Alternatively, Congress could devise some methodology for choosing priorities, based on, say, the number of citizens suffering from a disease, its seriousness, the likelihood of finding a cure, the cost of treatment and even the fear the disease engendered. But just beginning to list such factors underscores the political nature of the decision. What factors should be included and how should they be weighed? Would diseases of the young or the old get higher priority? Research on men or women? What about illnesses that primarily affect just one ethnic group? Evaluating each factor would require judgment calls, and Congress would have to decide who would make those calls.

This is more than an academic point, and tossing around the word politicization is more than harmless sloganeering. The term is often used, consciously or not, as a way to obscure or shut down debate on issues that ought to engage the public and their representatives. Indeed, it's hard to know exactly why Obey, Harkin or Specter (who has very publicly battled his own cancer in recent years) object to the Obama plan because of the way they've framed the issue.

One possibility is that they're concerned that dollars that go to cancer and autism research will be unavailable to be spent on diseases that they see as equal or higher priorities. Or they may be worried that Obama will use his initiatives to parry their efforts to increase total NIH spending. Or they may fear that the proposal will unravel the unwritten pact that increases the budget of every NIH institute by about the same percentage, uniting NIH constituencies to fight for the agency's bottom line.

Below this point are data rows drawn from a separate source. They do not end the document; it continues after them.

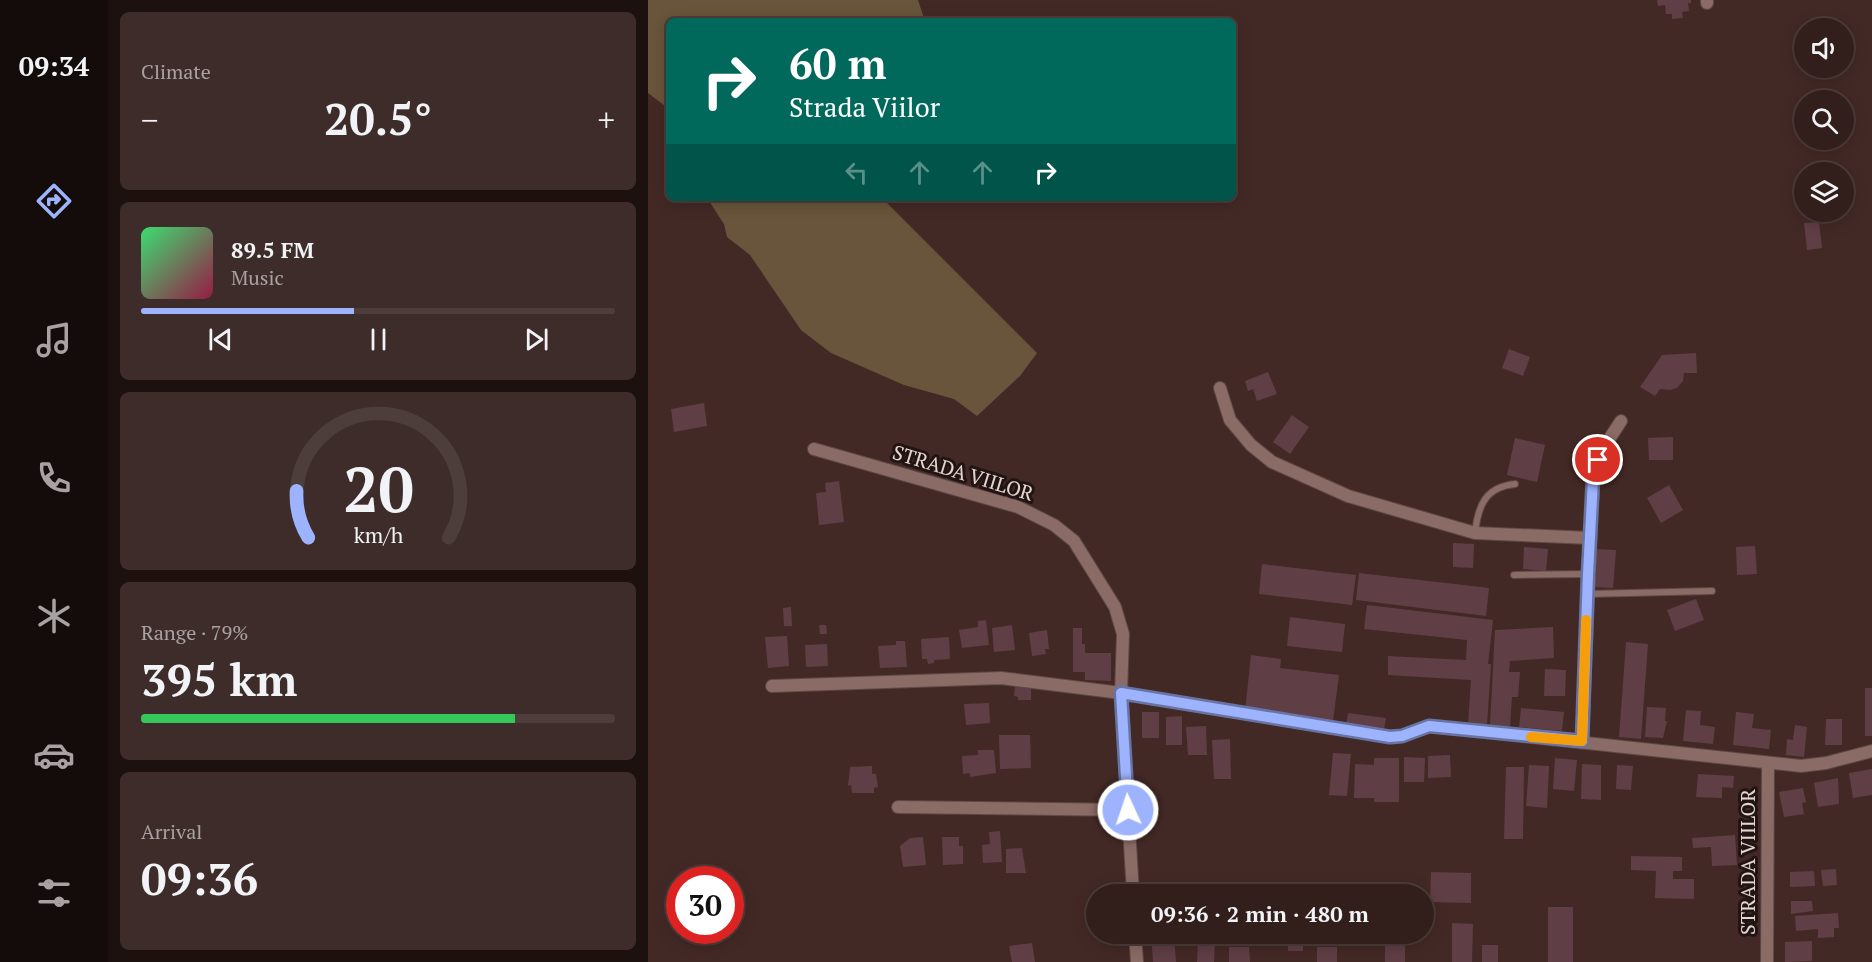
<!DOCTYPE html>
<html lang="en">
<head>
<meta charset="utf-8">
<style>
	:root { --surface:#321f1c; --page:#3d2c29; --text:#f1f3f6; --muted:#a8a2a3; --line:#4d3d3b; --accent:#9eb3fd }
	body { margin:0; font-family:"PT Serif",serif; background:var(--page); color:var(--text); height:100vh; display:flex; flex-direction:column; font-size:22px; white-space:nowrap }
	* { box-sizing:border-box; margin:0 }
	p { font-size:20px; color:var(--muted) }
	.icon { flex:none; width:33px; height:33px; fill:none; stroke:currentColor; stroke-width:2; stroke-linecap:round; stroke-linejoin:round }
	.map { position:relative; flex:1; overflow:hidden }
	.drawer { display:flex; flex-direction:column; gap:12px; padding:12px; background:#1c110f; width:540px }
	.drawer>* { flex:none }
	.banner { position:absolute; left:18px; top:18px; width:570px; height:183px; border-radius:9px; box-shadow:0 3px 15px #0003,0 0 0 2px var(--line); background:#00695c; color:#fff; overflow:hidden }
	.tools { position:absolute; left:1146px; top:18px; display:grid; gap:12px }
	.tools a { display:grid; place-items:center; width:60px; height:60px; border-radius:50%; background:var(--surface); box-shadow:0 3px 15px #0003,0 0 0 2px var(--line); font-size:30px }
	.speed { position:absolute; left:18px; top:866px; display:flex; gap:12px; font-size:30px; font-weight:700; text-align:center }
	.speed>* { display:grid; place-content:center; width:78px; height:78px; border-radius:50%; background:var(--surface); box-shadow:0 3px 15px #0003,0 0 0 2px var(--line); line-height:1 }
	.speed .limit { border:9px solid #d22; background:#fff; color:#111 }
	.pin { position:absolute; display:grid; place-items:center; width:51px; height:51px; color:#fff; margin:-26px; border:3px solid #fff; border-radius:50%; box-shadow:0 2px 6px #0007 }
	.me { position:absolute; width:66px; margin:-33px; rotate:357deg; stroke-linejoin:round; filter:drop-shadow(0 0 4px #0008) }
	.turn { display:flex; align-items:center; gap:21px; height:126px; padding:0 24px; font-size:27px }
	.turn .icon { width:78px; height:78px; stroke-width:2.5 }
	.turn b { display:block; font-size:42px; line-height:51px }
	.lanes { display:flex; align-items:center; height:57px; padding:0 24px; background:#0003; justify-content:center; gap:30px; direction:ltr }
	.lanes .off { opacity:.35 }
	.big { font-size:45px; font-weight:700; line-height:1.1 }
	.drawer .card { flex:1; display:flex; flex-direction:column; justify-content:center; gap:9px; min-width:0; padding:0 21px; border-radius:9px; background:var(--page) }
	.drawer .dial { align-items:center; gap:0 }
	.dial svg { height:156px; overflow:visible; fill:none; stroke:var(--line); stroke-width:7; stroke-linecap:round; text-anchor:middle }
	.dial text { fill:var(--text); stroke:none }
	.song { display:flex; align-items:center; gap:18px }
	.cover { width:72px; height:72px; border-radius:9px; background:linear-gradient(135deg,hsl(140 70% 55%),hsl(340 70% 35%)) }
	.played { height:6px; border-radius:3px; background:linear-gradient(90deg,var(--accent) 45%,var(--line) 45%) }
	.keys { display:flex; justify-content:space-around; direction:ltr }
	.heat { display:flex; justify-content:space-between; align-items:center; font-size:33px; direction:ltr }
	.charge { height:9px; border-radius:4px; background:linear-gradient(90deg,#34c759 79%,var(--line) 0) }
	.trip { position:absolute; left:438px; top:884px; width:348px; height:60px; border-radius:30px; background:var(--surface); box-shadow:0 3px 15px #0003,0 0 0 2px var(--line); font-weight:700; line-height:60px; text-align:center }
	main { display:flex; flex:1; min-height:0 }
	.dock { display:flex; flex-direction:column; width:108px; justify-content:space-around; align-items:center; background:#140c0b; color:var(--muted) }
	.dock .icon { width:42px; height:42px }
	.dock .selected { color:var(--accent) }
	.dock b { font-size:27px; color:var(--text) }
	.map>svg:first-child { display:block }
</style>
</head>
<body>
<main>
<nav class="dock">
<b>09:34</b>
<svg class="icon selected" aria-label="directions" viewBox="0 0 24 24"><path d="M12 3l9 9-9 9-9-9zM9 14v-3h6M13 9l2 2-2 2"/></svg>
<svg class="icon" aria-label="music" viewBox="0 0 24 24"><path d="M9 18V5l10-2v13"/><circle cx="6" cy="18" r="3"/><circle cx="16" cy="16" r="3"/></svg>
<svg class="icon" aria-label="phone" viewBox="0 0 24 24"><path d="M5 4h4l2 5-3 2q2 4 5 5l2-3 5 2v4C11 20 4 13 5 4z"/></svg>
<svg class="icon" aria-label="climate" viewBox="0 0 24 24"><path d="M12 3v18M4 7l16 10M4 17L20 7"/></svg>
<svg class="icon" aria-label="car" viewBox="0 0 24 24"><path d="M5 17H2v-5l4-1 3-4h7l3 4 3 1v5h-3M9 17h6M6 11h13"/><circle cx="7" cy="17" r="2"/><circle cx="17" cy="17" r="2"/></svg>
<svg class="icon" aria-label="filters" viewBox="0 0 24 24"><path d="M4 7h16M4 17h16"/><circle cx="9" cy="7" r="2"/><circle cx="15" cy="17" r="2"/></svg>
</nav>
<section class="drawer">
<div class="card"><p>Climate</p>
<div class="heat"><a>−</a><b class="big">20.5°</b><a>+</a></div>
</div>
<div class="card">
<div class="song"><i class="cover"></i><div><b>89.5 FM</b><p>Music</p></div></div>
<div class="played"></div>
<div class="keys"><svg class="icon" aria-label="previous" viewBox="0 0 24 24"><path d="M18 5L8 12l10 7zM5 5v14"/></svg><svg class="icon" aria-label="pause" viewBox="0 0 24 24"><path d="M8 5v14M16 5v14"/></svg><svg class="icon" aria-label="next" viewBox="0 0 24 24"><path d="M6 5l10 7-10 7zM19 5v14"/></svg></div>
</div>
<div class="card dial"><svg viewBox="0 0 100 80">
<path d="M14 69A42 42 0 1 1 86 69"/>
<path d="M14 69A42 42 0 0 1 8 45" stroke="#9eb3fd"/>
<text x="50" y="56" font-size="32" font-weight="700">20</text>
<text x="50" y="72" font-size="11">km/h</text>
</svg></div>
<div class="card"><p>Range · 79%</p><b class="big">395 km</b><div class="charge"></div></div>
<div class="card"><p>Arrival</p><b class="big">09:36</b></div>
</section>
<div class="map">
<svg width="1224" height="962" viewBox="0 0 1224 962">
	<rect width="100%" height="100%" fill="#432925"/>
	<path fill="#68553b" d="M 0,0 L 270,0 L 277,21 L 21,21 L 21,109 L 0,93 Z
		M 59,198 L 238,198 L 238,202 L 389,353 L 372,376 L 329,416 L 306,399 L 256,385 L 183,353 L 153,330 L 102,255 L 79,237 L 76,224 Z"/>
	<path fill="#603e45" d="M 1009,0 L 1043,0 L 1043,3 L 1040,3 L 1041,11 L 1034,12 L 1035,18 L 1024,19 L 1024,14 L 1018,14 L 1017,5 L 1010,6 Z
		M 1171,222 L 1174,248 L 1159,250 L 1156,223 Z
		M 861,349 L 882,357 L 875,376 L 854,368 Z
		M 1048,353 L 1049,373 L 1036,373 L 1035,381 L 1029,388 L 1022,390 L 1012,389 L 1007,396 L 992,387 L 1014,355 Z
		M 620,372 L 629,394 L 609,401 L 605,389 L 600,391 L 597,381 Z
		M 56,403 L 59,426 L 26,432 L 23,409 Z
		M 644,415 L 661,427 L 642,454 L 625,442 Z
		M 1025,437 L 1025,460 L 1001,460 L 1000,438 Z
		M 867,438 L 897,445 L 889,482 L 859,475 Z
		M 191,481 L 196,522 L 171,525 L 168,493 L 178,492 L 177,483 Z
		M 1021,485 L 1035,510 L 1013,523 L 999,498 Z
		M 805,543 L 826,544 L 825,568 L 805,567 Z
		M 1107,546 L 1109,574 L 1089,575 L 1088,547 Z
		M 876,547 L 900,549 L 898,571 L 875,569 Z
		M 948,549 L 968,550 L 965,588 L 945,587 Z
		M 614,564 L 708,575 L 704,605 L 611,594 Z
		M 711,573 L 841,588 L 838,616 L 708,600 Z
		M 1048,599 L 1056,620 L 1027,631 L 1019,610 Z
		M 719,605 L 845,620 L 840,664 L 843,664 L 839,725 L 820,724 L 823,680 L 740,675 L 740,656 L 818,660 L 819,640 L 716,629 Z
		M 143,607 L 144,626 L 136,626 L 135,608 Z
		M 642,617 L 697,624 L 694,652 L 639,646 Z
		M 338,620 L 341,645 L 314,648 L 311,630 L 330,627 L 330,621 Z
		M 171,625 L 178,625 L 179,634 L 172,634 Z
		M 364,625 L 367,650 L 346,652 L 344,628 Z
		M 905,627 L 906,658 L 862,661 L 861,672 L 872,672 L 870,697 L 864,697 L 862,727 L 842,725 L 847,630 Z
		M 425,628 L 434,628 L 434,644 L 437,644 L 437,653 L 463,653 L 463,681 L 437,680 L 437,672 L 425,672 Z
		M 399,630 L 401,649 L 397,649 L 398,654 L 384,656 L 381,633 Z
		M 139,636 L 141,666 L 120,668 L 117,637 Z
		M 301,637 L 302,659 L 286,660 L 286,663 L 280,664 L 279,659 L 274,659 L 273,639 Z
		M 248,641 L 257,641 L 259,667 L 232,668 L 230,646 L 248,645 Z
		M 978,642 L 1000,644 L 993,739 L 971,737 Z
		M 179,644 L 180,666 L 158,667 L 157,645 Z
		M 603,655 L 633,659 L 632,668 L 691,675 L 685,721 L 597,711 Z
		M 897,669 L 918,670 L 917,696 L 896,696 Z
		M 367,687 L 383,687 L 383,700 L 370,700 L 370,697 L 366,696 Z
		M 1217,688 L 1224,688 L 1224,736 L 1217,736 Z
		M 341,703 L 342,723 L 318,725 L 316,704 Z
		M 999,707 L 1018,708 L 1017,721 L 1019,721 L 1015,738 L 997,737 Z
		M 873,708 L 916,712 L 914,731 L 871,727 Z
		M 1038,710 L 1053,711 L 1052,725 L 1067,727 L 1065,744 L 1035,741 Z
		M 494,712 L 511,712 L 511,738 L 494,738 Z
		M 1088,712 L 1106,714 L 1104,728 L 1123,730 L 1121,749 L 1085,745 Z
		M 700,713 L 738,718 L 736,729 L 698,725 Z
		M 534,716 L 534,745 L 518,745 L 518,717 Z
		M 1178,719 L 1194,719 L 1194,745 L 1177,745 Z
		M 1147,725 L 1159,727 L 1156,757 L 1138,755 L 1139,739 L 1145,740 Z
		M 558,726 L 559,755 L 540,755 L 538,727 Z
		M 351,735 L 382,735 L 383,768 L 352,769 Z
		M 582,739 L 583,779 L 566,779 L 564,740 Z
		M 330,750 L 346,750 L 348,773 L 322,777 L 322,773 L 315,774 L 314,756 L 330,755 Z
		M 685,753 L 703,754 L 699,796 L 681,795 Z
		M 802,755 L 803,777 L 780,778 L 780,756 Z
		M 756,757 L 777,758 L 776,782 L 756,782 Z
		M 726,758 L 751,758 L 751,802 L 726,802 L 726,798 L 706,798 L 707,764 L 726,765 Z
		M 907,758 L 929,760 L 926,791 L 905,789 Z
		M 934,764 L 953,765 L 953,800 L 933,799 Z
		M 881,765 L 901,766 L 899,808 L 878,806 Z
		M 969,765 L 985,766 L 983,790 L 968,789 Z
		M 224,766 L 224,774 L 228,774 L 230,787 L 226,788 L 226,793 L 204,793 L 203,785 L 200,786 L 202,767 Z
		M 858,767 L 876,767 L 875,839 L 856,839 Z
		M 1224,769 L 1224,795 L 1205,798 L 1201,773 Z
		M 1050,774 L 1086,776 L 1085,788 L 1074,787 L 1074,798 L 1048,797 Z
		M 1190,778 L 1191,804 L 1170,807 L 1166,783 Z
		M 1155,788 L 1158,802 L 1154,803 L 1156,814 L 1136,817 L 1131,792 Z
		M 352,831 L 354,862 L 335,863 L 334,845 L 342,844 L 341,832 Z
		M 1087,835 L 1089,865 L 1064,866 L 1063,847 L 1045,848 L 1044,838 Z
		M 275,837 L 278,865 L 255,867 L 252,846 L 262,838 Z
		M 294,837 L 311,837 L 311,846 L 315,846 L 315,864 L 295,865 Z
		M 374,848 L 378,873 L 358,873 L 358,849 Z
		M 983,856 L 1034,857 L 1034,871 L 1025,871 L 1025,879 L 1046,879 L 1046,899 L 1007,898 L 1008,871 L 983,870 Z
		M 1188,869 L 1189,885 L 1175,886 L 1173,870 Z
		M 1166,871 L 1167,886 L 1142,887 L 1142,872 Z
		M 783,872 L 823,873 L 823,903 L 782,902 Z
		M 1143,901 L 1164,901 L 1165,911 L 1143,914 Z
		M 900,907 L 925,907 L 925,962 L 900,962 Z
		M 1190,913 L 1191,928 L 1186,928 L 1186,937 L 1170,938 L 1170,929 L 1148,931 L 1147,916 Z
		M 804,923 L 825,924 L 824,962 L 804,962 Z
		M 503,933 L 526,933 L 528,962 L 505,962 Z
		M 640,933 L 655,933 L 655,951 L 640,951 Z
		M 718,933 L 733,933 L 733,945 L 718,945 Z
		M 550,941 L 567,941 L 566,962 L 549,962 Z
		M 1164,941 L 1164,961 L 1137,962 L 1137,942 Z
		M 384,943 L 387,962 L 364,962 L 361,946 Z
		M 737,944 L 757,944 L 757,962 L 737,962 Z
		M 834,945 L 850,945 L 850,962 L 834,962 Z
		M 581,947 L 601,947 L 602,962 L 581,962 Z
		M 669,947 L 689,947 L 689,962 L 669,962 Z"/>
	<g fill="none" stroke-linecap="round" stroke-linejoin="round">
		<g stroke="#5e4844" stroke-width="8">
			<path id="lane" d="M 827,533 C 830,506 837,487 867,484
				M 866,575 L 940,574
				M 940,594 L 1064,591"/>
		</g>
		<g stroke="#5e4844" stroke-width="14">
			<path id="street" d="M 1059,0 L 1059,3
				M 572,388 L 582,420 L 603,445 L 624,462 L 700,496 L 827,533 L 942,538
				M 166,449 L 370,507 L 406,525 L 426,541 L 467,607 L 475,634 L 473,693 L 485,894
				M 124,686 L 353,678 L 473,693 L 742,737 L 754,736 L 781,726 L 1153,766 L 1178,763 L 1224,751
				M 934,741 L 945,479 L 956,447 L 973,421
				M 250,807 L 480,810
				M 487,933 L 489,962
				M 1119,962 L 1120,763"/>
		</g>
		<use href="#lane" stroke="#8a6b66" stroke-width="6"/>
		<use href="#street" stroke="#8a6b66" stroke-width="12"/>
	</g>
	<g fill="none" stroke-linecap="round" stroke-linejoin="round">
		<g stroke="#6774a4" stroke-width="15">
			<path id="route" d="M 480,810 L 473,693 L 742,737 L 754,736 L 781,726 L 934,741 L 940,574 L 945,479 L 950,460"/>
		</g>
		<use href="#route" stroke="#9eb3fd" stroke-width="10"/>
		<path stroke="#f59e0b" stroke-width="10" d="M 883,737 L 934,741 L 938,620"/>
	</g>
	<g text-anchor="middle" stroke-width="6" stroke-linejoin="round" paint-order="stroke">
		<g font-size="20" fill="#e7d5d2" stroke="#211513">
			<text transform="translate(315 473) rotate(17)" y="7">STRADA VIILOR</text>
			<text transform="translate(1100 862) rotate(-90)" y="7">STRADA VIILOR</text>
		</g>
	</g>
</svg>
<div class="tools">
<a><svg class="icon" aria-label="sound" viewBox="0 0 24 24"><path d="M4 9h4l5-4v14l-5-4H4zM17 9q2 3 0 6"/></svg></a>
<a><svg class="icon" aria-label="search" viewBox="0 0 24 24"><circle cx="10" cy="10" r="6"/><path d="M15 15l6 6"/></svg></a>
<a><svg class="icon" aria-label="layers" viewBox="0 0 24 24"><path d="M12 4l9 5-9 5-9-5zM3 14l9 5 9-5"/></svg></a>
</div>
<div class="speed"><div class="limit">30</div></div>
<div class="pin" style="left:950px;top:460px;background:#d93025"><svg class="icon" aria-label="arrive" viewBox="0 0 24 24"><path d="M6 21V4h12l-3 4 3 4H6"/></svg></div>
<svg class="me" style="left:480px;top:810px" viewBox="-20 -20 40 40"><circle r="17" fill="#9eb3fd" stroke="#fff" stroke-width="3"/><path d="M0-11L8 9 0 5-8 9z" fill="#fff"/></svg>
<div class="trip">09:36 · 2 min · 480 m</div>
<div class="banner">
<div class="turn"><svg class="icon" aria-label="right" viewBox="0 0 24 24"><path d="M7 20v-9h11M14 6l5 5-5 5"/></svg><div><b>60 m</b>Strada Viilor</div></div>
<div class="lanes"><svg class="icon off" aria-label="left" viewBox="0 0 24 24"><path d="M17 20v-9H6M10 6l-5 5 5 5"/></svg><svg class="icon off" aria-label="ahead" viewBox="0 0 24 24"><path d="M12 20V5M6 11l6-6 6 6"/></svg><svg class="icon off" aria-label="ahead" viewBox="0 0 24 24"><path d="M12 20V5M6 11l6-6 6 6"/></svg><svg class="icon" aria-label="right" viewBox="0 0 24 24"><path d="M7 20v-9h11M14 6l5 5-5 5"/></svg></div>
</div>
</div>
</main>
</body>
</html>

Those concerns are all worth discussing. The president's proposed budget for the fiscal year that begins on 1 October includes a 5% increase for cancer research and a 16% rise for autism, while proposing that overall NIH spending grow by only 1.4%, to about $31 billion.

But if congressional appropriators think the president has picked the wrong priorities or is stinting on overall research funding, then there ought to be a full debate about the proposals, their rationale and any alternatives. Crying "politicization" is a strategy for circumventing all that by making the proposals seem illegitimate and unworthy of discussion. That can distract attention long enough to smuggle one's own favoured approaches into legislation.

That is bad enough, but the profligate use of the word politicization has other detrimental consequences. There are times when the charge is warranted — when, for example, politicians try to manipulate a scientific conclusion — and the term will gradually lose its bite if it comes to mean nothing more than "you made a choice I don't like". Crying politicization should not become a case of crying wolf.

Perhaps worse still, constant talk of politicization can erode public faith in the political system and deepen the misconception that there is something automatically suspect about political decision-making, when it is ultimately the only tool a democracy has. One might think that politicians would be more worried than anybody about demonizing the process that is the very reason their jobs exist, but instead they try to gain favour by posing as being 'above' politics. This is an old strategy — politician has long been synonymous with rascal and worse in the American lexicon — but it can gradually delegitimize the entire system.

It's rare to have a direct debate on the role of politics in making decisions about science. Scientists and their patrons have long tried to perpetuate the myth that the allocation of science funds is somehow more pure (not just better done) than the mad scramble for funding in every other policy area. Perhaps the last time the issue was fully argued was when President Harry Truman vetoed an early version of the National Science Foundation in the late 1940s because a panel of scientists, rather than the president, was to select the agency's director. But the myth becomes pernicious when it enables politicians to try to shut down debate by playing on the sense that science spending decisions can or should be apolitical.

Obama's cancer and autism proposals may or may not be a good idea. But that's for politicians to decide; there is no higher authority.